= Movie prologue =

A movie prologue or prolog was a short live vaudeville show, performed at the start of film showings in movie theaters in the United States, especially at the end of the silent film era in the 1920s and early 1930s.

The idea was first introduced by Sid Grauman in 1918 at his theaters in Hollywood. Many imitations followed. Some were elaborately staged performances, which often overshadowed the viewings of the films themselves. They were often introduced by a master of ceremonies, such as a bandleader or a radio personality. They were "an extremely popular, hybrid form of performance originally devised as a way to offset the public's boredom with silent films".
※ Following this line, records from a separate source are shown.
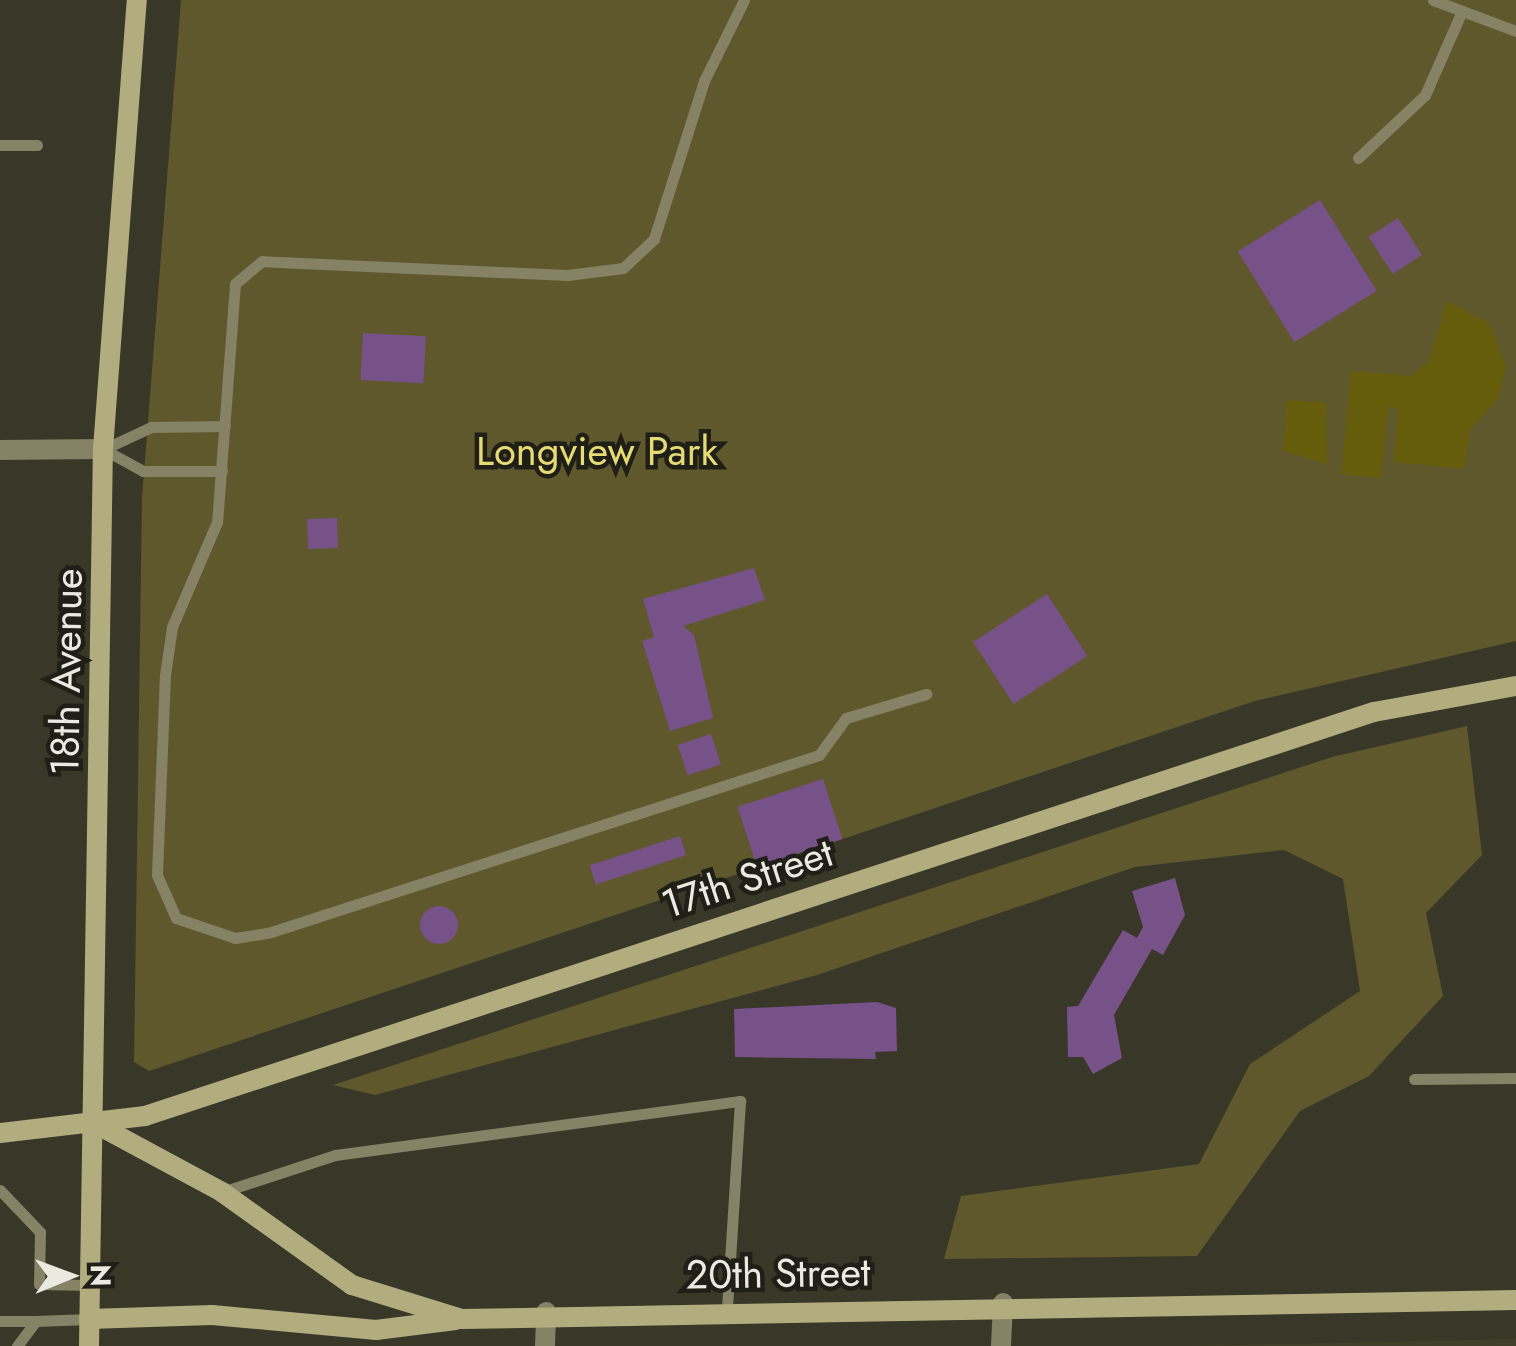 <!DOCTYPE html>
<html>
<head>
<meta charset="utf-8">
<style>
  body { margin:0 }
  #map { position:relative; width:1516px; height:1346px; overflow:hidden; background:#393728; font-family:Jost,sans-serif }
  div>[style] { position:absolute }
  .built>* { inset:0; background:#413f29 }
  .green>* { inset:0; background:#5e582c }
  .water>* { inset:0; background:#665d0c }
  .building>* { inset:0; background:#775288; transform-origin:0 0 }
  .round { border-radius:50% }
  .lane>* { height:11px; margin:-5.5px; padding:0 5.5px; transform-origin:5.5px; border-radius:5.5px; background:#858265 }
  .street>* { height:20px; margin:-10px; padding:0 10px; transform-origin:10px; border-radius:10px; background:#858265 }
  .secondary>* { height:20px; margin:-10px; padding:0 10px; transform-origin:10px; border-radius:10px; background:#b2ad7e }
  span { translate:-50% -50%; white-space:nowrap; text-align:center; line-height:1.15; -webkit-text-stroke:9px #1f1e17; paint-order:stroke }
  .park-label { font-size:40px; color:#e6da74 }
  .street-label { font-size:40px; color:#ebeae0 }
  .north { position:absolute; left:20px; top:1226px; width:100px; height:100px; -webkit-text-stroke:8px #1f1e17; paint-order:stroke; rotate:89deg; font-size:28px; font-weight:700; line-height:40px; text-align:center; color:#ebeae0 }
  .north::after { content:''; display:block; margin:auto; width:35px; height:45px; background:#ebeae0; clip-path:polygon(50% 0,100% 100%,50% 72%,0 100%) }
</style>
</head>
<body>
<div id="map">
  <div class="built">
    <i style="clip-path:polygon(1516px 1339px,1516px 1346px,1183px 1346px)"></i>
  </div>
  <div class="green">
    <i style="clip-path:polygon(181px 0,1516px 0,1516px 641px,1255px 701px,149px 1071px,134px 1062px,142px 498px)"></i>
    <i style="clip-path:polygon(1467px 726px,1482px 855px,1426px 913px,1443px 996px,1369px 1076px,1300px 1111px,1197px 1256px,944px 1259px,961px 1196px,1199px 1164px,1250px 1064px,1360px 991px,1343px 879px,1284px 850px,1135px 867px,817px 975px,375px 1095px,333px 1085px,1332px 757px)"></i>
  </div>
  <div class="water">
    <i style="clip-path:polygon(1447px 301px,1489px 323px,1506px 365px,1498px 399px,1470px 429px,1464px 469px,1394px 462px,1398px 409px,1388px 407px,1381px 478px,1341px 474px,1351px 371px,1412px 376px,1429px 361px)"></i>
    <i style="clip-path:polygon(1326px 394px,1327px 464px,1283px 451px,1287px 400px,1325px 403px)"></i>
  </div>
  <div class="building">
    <i style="left:1320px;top:200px;width:107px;height:97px;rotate:58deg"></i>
    <i style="left:1398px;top:218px;width:44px;height:35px;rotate:57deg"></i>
    <i style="left:363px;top:333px;width:63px;height:47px;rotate:3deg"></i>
    <i style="left:337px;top:518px;width:30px;height:30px;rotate:88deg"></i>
    <i style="clip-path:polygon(754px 568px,765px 600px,683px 626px,694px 635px,713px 718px,670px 731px,642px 641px,654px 637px,643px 599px)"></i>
    <i style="left:1047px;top:594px;width:74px;height:88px;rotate:57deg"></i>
    <i style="left:711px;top:734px;width:32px;height:35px;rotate:72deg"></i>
    <i style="left:823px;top:779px;width:63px;height:90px;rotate:72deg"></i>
    <i style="left:680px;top:836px;width:20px;height:95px;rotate:72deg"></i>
    <i style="clip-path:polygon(1175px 878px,1185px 915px,1163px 955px,1152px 949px,1114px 1015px,1122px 1058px,1093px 1074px,1083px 1057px,1068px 1057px,1067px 1007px,1078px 1006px,1123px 930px,1137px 938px,1143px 927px,1132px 891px)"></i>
    <i class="round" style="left:420px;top:906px;width:38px;height:38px"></i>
    <i style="clip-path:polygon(877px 1002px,896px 1008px,897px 1051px,875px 1052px,876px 1059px,735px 1057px,734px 1009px)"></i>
  </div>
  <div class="lane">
    <i style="left:744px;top:0;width:90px;rotate:116.3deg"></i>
    <i style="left:704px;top:81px;width:166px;rotate:107.6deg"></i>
    <i style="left:654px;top:239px;width:42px;rotate:136.9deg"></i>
    <i style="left:623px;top:268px;width:56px;rotate:172.9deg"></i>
    <i style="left:567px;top:275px;width:305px;rotate:-177.4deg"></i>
    <i style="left:262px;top:261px;width:35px;rotate:140deg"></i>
    <i style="left:235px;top:284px;width:239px;rotate:94.3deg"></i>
    <i style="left:217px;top:522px;width:114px;rotate:113.2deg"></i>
    <i style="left:172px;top:627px;width:49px;rotate:98.3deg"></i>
    <i style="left:165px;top:675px;width:200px;rotate:92.3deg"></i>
    <i style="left:157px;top:875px;width:47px;rotate:66.2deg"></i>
    <i style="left:176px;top:918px;width:62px;rotate:18.7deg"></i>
    <i style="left:235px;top:938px;width:36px;rotate:-9deg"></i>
    <i style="left:271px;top:932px;width:576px;rotate:-17.9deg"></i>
    <i style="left:819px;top:755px;width:46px;rotate:-53.9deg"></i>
    <i style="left:846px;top:718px;width:84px;rotate:-16.7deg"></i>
    <i style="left:1433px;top:0;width:89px;rotate:20.5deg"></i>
    <i style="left:0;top:145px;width:37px"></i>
    <i style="left:1358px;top:158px;width:92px;rotate:-43.2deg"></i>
    <i style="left:1425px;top:95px;width:92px;rotate:-66.2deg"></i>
    <i style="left:103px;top:449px;width:46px;rotate:28.8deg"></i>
    <i style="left:143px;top:471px;width:79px"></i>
    <i style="left:104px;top:449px;width:52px;rotate:-25.1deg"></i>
    <i style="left:151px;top:427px;width:74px;rotate:-0.8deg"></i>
    <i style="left:1414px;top:1079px;width:102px;rotate:-0.6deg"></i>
    <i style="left:0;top:1190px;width:58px;rotate:46.4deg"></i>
    <i style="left:40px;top:1232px;width:52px;rotate:91.1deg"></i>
    <i style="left:39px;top:1284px;width:50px;rotate:1.1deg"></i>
    <i style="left:222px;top:1192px;width:119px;rotate:-18.1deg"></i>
    <i style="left:335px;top:1155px;width:409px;rotate:-7.6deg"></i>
    <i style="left:740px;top:1101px;width:208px;rotate:93.6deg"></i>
    <i style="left:0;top:1321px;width:36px"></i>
    <i style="left:17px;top:1346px;width:31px;rotate:-53deg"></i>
    <i style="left:36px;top:1321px;width:53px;rotate:-2.2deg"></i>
  </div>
  <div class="street">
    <i style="left:0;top:450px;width:103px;rotate:-0.6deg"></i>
    <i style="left:545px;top:1346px;width:34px;rotate:-88deg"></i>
    <i style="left:1001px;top:1346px;width:43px;rotate:-87.3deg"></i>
  </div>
  <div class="secondary">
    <i style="left:94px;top:1123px;width:145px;rotate:28.3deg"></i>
    <i style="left:222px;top:1192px;width:160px;rotate:35.6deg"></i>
    <i style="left:352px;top:1285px;width:115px;rotate:17.2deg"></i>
    <i style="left:462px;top:1319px;width:1054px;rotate:-1.03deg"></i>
    <i style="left:0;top:1133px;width:146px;rotate:-6.7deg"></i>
    <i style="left:145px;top:1116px;width:1294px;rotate:-18.2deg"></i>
    <i style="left:1374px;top:712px;width:144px;rotate:-10.4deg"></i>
    <i style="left:89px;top:1319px;width:123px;rotate:-1.9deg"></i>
    <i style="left:212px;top:1315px;width:165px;rotate:5.2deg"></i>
    <i style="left:376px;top:1330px;width:80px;rotate:-7.2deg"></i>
    <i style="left:89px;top:1346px;width:897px;rotate:-89.11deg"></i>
    <i style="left:103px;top:449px;width:450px;rotate:-85.7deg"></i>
  </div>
  <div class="park-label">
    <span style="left:597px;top:451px">Longview Park</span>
  </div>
  <div class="street-label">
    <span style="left:66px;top:672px;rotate:-89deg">18th Avenue</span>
    <span style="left:747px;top:878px;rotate:-18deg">17th Street</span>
    <span style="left:778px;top:1273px;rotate:-1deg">20th Street</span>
  </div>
  <div class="north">N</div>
</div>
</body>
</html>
The leading movie theaters had elaborate sets, generally in an Art Deco style or incorporating exotic motifs, which acted as a backdrop for music and dance shows often featuring many chorus girls. Each of the major movie companies had their own team of designers and choreographers, and each had their own style. Leading producers and choreographers included Fanchon and Marco, Leon Leonidoff, Chester Hale, J. A. Partington, and Samuel "Roxy" Rothafel. Some included a variety of performers, including comedians, acrobats and novelty acts. Fanchon and Marco began producing prologues, initially at the Paramount Theatre in Los Angeles, in 1922, and by 1931 produced about fifty hour-long productions each year with a staff of six thousand; they ceased their production in 1936.

The popularity of movie prologues contributed to the survival of the movie business during the Great Depression. However, only a small number of theatres continued to use them after the late 1930s. Their development and production was the fictionalised subject of the 1933 movie Footlight Parade, starring James Cagney and choreographed by Busby Berkeley.